• **WORK REQUIRED**
Could you output exactly the lines from the one containing "For a GIS import: Give" through the end of the records below, and nothing more?

• **MATERIAL PROVIDED**
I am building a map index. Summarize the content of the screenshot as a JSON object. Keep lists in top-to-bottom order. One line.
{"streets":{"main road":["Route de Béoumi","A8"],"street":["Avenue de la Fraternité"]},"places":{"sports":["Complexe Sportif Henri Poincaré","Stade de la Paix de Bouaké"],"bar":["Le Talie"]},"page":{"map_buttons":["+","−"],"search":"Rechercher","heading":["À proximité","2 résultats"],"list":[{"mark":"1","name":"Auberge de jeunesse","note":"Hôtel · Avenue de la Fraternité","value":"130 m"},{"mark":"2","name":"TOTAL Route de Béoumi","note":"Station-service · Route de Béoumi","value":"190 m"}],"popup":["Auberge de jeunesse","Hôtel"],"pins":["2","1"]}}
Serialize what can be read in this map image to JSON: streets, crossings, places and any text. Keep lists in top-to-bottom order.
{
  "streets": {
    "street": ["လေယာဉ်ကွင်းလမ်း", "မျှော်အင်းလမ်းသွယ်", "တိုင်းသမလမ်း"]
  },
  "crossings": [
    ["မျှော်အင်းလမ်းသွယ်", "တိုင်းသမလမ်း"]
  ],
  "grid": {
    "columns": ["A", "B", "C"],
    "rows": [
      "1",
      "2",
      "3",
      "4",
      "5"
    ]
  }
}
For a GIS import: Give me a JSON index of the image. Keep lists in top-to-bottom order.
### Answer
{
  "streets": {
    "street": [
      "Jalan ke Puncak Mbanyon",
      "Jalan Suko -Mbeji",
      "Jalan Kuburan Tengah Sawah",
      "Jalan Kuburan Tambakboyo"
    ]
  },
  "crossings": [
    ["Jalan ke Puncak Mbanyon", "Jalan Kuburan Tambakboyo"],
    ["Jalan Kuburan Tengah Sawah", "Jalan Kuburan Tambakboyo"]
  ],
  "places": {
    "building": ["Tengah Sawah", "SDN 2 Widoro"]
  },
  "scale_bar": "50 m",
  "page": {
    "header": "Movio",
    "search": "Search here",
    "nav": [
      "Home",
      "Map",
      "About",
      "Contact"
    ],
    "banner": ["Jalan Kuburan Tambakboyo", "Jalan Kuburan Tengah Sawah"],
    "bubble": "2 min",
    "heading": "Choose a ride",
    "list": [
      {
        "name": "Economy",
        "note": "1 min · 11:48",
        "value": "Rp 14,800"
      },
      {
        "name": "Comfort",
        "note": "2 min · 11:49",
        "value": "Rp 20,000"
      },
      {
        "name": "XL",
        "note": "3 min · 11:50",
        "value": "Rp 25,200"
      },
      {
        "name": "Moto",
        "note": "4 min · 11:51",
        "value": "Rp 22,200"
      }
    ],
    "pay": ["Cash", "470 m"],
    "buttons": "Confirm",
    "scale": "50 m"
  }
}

• **EXPECTED ANSWER**
For a GIS import: Give me a JSON index of the image. Keep lists in top-to-bottom order.
### Answer
{
  "streets": {
    "street": [
      "Jalan ke Puncak Mbanyon",
      "Jalan Suko -Mbeji",
      "Jalan Kuburan Tengah Sawah",
      "Jalan Kuburan Tambakboyo"
    ]
  },
  "crossings": [
    ["Jalan ke Puncak Mbanyon", "Jalan Kuburan Tambakboyo"],
    ["Jalan Kuburan Tengah Sawah", "Jalan Kuburan Tambakboyo"]
  ],
  "places": {
    "building": ["Tengah Sawah", "SDN 2 Widoro"]
  },
  "scale_bar": "50 m",
  "page": {
    "header": "Movio",
    "search": "Search here",
    "nav": [
      "Home",
      "Map",
      "About",
      "Contact"
    ],
    "banner": ["Jalan Kuburan Tambakboyo", "Jalan Kuburan Tengah Sawah"],
    "bubble": "2 min",
    "heading": "Choose a ride",
    "list": [
      {
        "name": "Economy",
        "note": "1 min · 11:48",
        "value": "Rp 14,800"
      },
      {
        "name": "Comfort",
        "note": "2 min · 11:49",
        "value": "Rp 20,000"
      },
      {
        "name": "XL",
        "note": "3 min · 11:50",
        "value": "Rp 25,200"
      },
      {
        "name": "Moto",
        "note": "4 min · 11:51",
        "value": "Rp 22,200"
      }
    ],
    "pay": ["Cash", "470 m"],
    "buttons": "Confirm",
    "scale": "50 m"
  }
}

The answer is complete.